Joseph Heller was born on May 1, 1923, in the Coney Island district of Brooklyn, New York, the son of Isaac and Lena Heller. His parents were Jewish immigrants from Russia. Isaac, who arrived in America in 1913, was agnostic, interested in socialist politics, and a delivery truck driver for a wholesale baker. Joseph had a half-sister, Sylvia, seven years older than he, and a half-brother, Lee (originally Eli), fourteen years older and born in Russia; their mother had died.

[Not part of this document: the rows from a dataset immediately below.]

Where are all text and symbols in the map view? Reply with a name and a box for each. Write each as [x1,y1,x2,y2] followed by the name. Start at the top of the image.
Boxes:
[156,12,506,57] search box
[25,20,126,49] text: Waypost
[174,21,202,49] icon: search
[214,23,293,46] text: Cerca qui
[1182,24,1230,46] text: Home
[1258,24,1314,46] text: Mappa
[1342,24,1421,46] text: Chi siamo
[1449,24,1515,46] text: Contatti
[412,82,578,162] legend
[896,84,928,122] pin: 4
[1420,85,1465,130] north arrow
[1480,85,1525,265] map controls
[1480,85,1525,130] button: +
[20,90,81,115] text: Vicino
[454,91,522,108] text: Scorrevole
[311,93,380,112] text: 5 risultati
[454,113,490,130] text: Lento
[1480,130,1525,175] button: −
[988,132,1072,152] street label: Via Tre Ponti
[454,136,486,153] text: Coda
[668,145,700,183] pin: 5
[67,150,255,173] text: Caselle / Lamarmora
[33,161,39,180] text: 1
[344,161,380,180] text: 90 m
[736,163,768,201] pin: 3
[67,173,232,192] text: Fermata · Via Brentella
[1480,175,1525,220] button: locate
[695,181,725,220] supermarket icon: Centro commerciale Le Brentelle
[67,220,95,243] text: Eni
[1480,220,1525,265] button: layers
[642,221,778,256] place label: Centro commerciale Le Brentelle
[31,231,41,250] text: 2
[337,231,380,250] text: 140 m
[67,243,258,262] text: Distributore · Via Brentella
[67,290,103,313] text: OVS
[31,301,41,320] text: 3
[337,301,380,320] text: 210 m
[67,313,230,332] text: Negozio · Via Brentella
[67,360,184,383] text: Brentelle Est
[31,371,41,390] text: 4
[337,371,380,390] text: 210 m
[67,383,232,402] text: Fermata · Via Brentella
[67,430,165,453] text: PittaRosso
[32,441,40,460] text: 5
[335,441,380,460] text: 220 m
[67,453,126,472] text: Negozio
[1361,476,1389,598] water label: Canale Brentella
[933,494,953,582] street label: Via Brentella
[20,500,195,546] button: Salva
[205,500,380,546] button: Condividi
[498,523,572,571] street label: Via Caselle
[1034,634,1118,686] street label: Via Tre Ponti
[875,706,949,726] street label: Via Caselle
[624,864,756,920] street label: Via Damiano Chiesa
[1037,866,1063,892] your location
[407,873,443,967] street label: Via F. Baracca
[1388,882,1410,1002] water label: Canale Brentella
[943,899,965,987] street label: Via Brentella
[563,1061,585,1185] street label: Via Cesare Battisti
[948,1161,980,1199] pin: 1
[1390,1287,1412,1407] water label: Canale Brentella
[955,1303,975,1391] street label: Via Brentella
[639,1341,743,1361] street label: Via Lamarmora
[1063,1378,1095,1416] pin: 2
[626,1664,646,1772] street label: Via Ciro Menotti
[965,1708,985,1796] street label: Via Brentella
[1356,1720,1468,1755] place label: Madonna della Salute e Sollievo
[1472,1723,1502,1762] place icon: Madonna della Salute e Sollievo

Joseph’s father died following an operation in 1929, as Joseph began his formal education at Coney Island’s Public School No. 188. Lena never learned to speak English well, and the family struggled financially. After graduating from Abraham Lincoln High School in 1941, Joseph immediately went to work as a file clerk for an insurance agency. When the United States entered World War II in December of that year, he took a job as a blacksmith’s assistant in the Norfolk Navy Yard. World War II would become the key formative event in Heller’s life, providing him with rich experiences in the military and, eventually, a formal education.
In 1942, as the war progressed, Heller joined the Army and worked as a file clerk. In October, he switched to the Army Air Forces, as the aviation branch was known prior to the establishment of the United States Air Force in 1947. Joseph initially intended to be a gunner on a bomber; when he was told, erroneously, that the average life span of a gunner in combat was three days, he quickly enrolled in cadet school to become an officer and bombardier.
After graduating from cadet school as a first lieutenant early in 1944, Heller was assigned to the 488th Squadron of the Twelfth Air Force in Corsica. Heller later said that, as a twenty-one-year-old officer, he initially had no serious complaints about his life in a combat unit. He enjoyed the camaraderie of his fellow airmen on the base and the pleasures of visits to the group’s officer apartments in Rome, following the city’s liberation in June. The bombing runs went well enough.
All that changed on Heller’s thirty-seventh mission, a raid on Avignon, on the Rhone River in southeast France, the basis of a fictionalized account that is central to Catch-22. During the bombing run, a co-pilot panicked and set the B-25 into a dive, causing Heller to be pressed against the top of the bombardier’s compartment. After the plane was again under control, the co-pilot called over the intercom, Help him! Help him! Heller replied, Help who? Help the bombardier! was the co-pilot’s response. I’m the bombardier; I’m all right, Heller answered. When he then checked the rear of the plane, however, Heller found that one of the gunners was, in fact, wounded, and Heller realized that death lay near on these flights. The young lieutenant’s war was not the same after that. He did complete sixty missions in the Mediterranean and received an Air Medal as well as a Presidential Unit Citation with his honorable discharge.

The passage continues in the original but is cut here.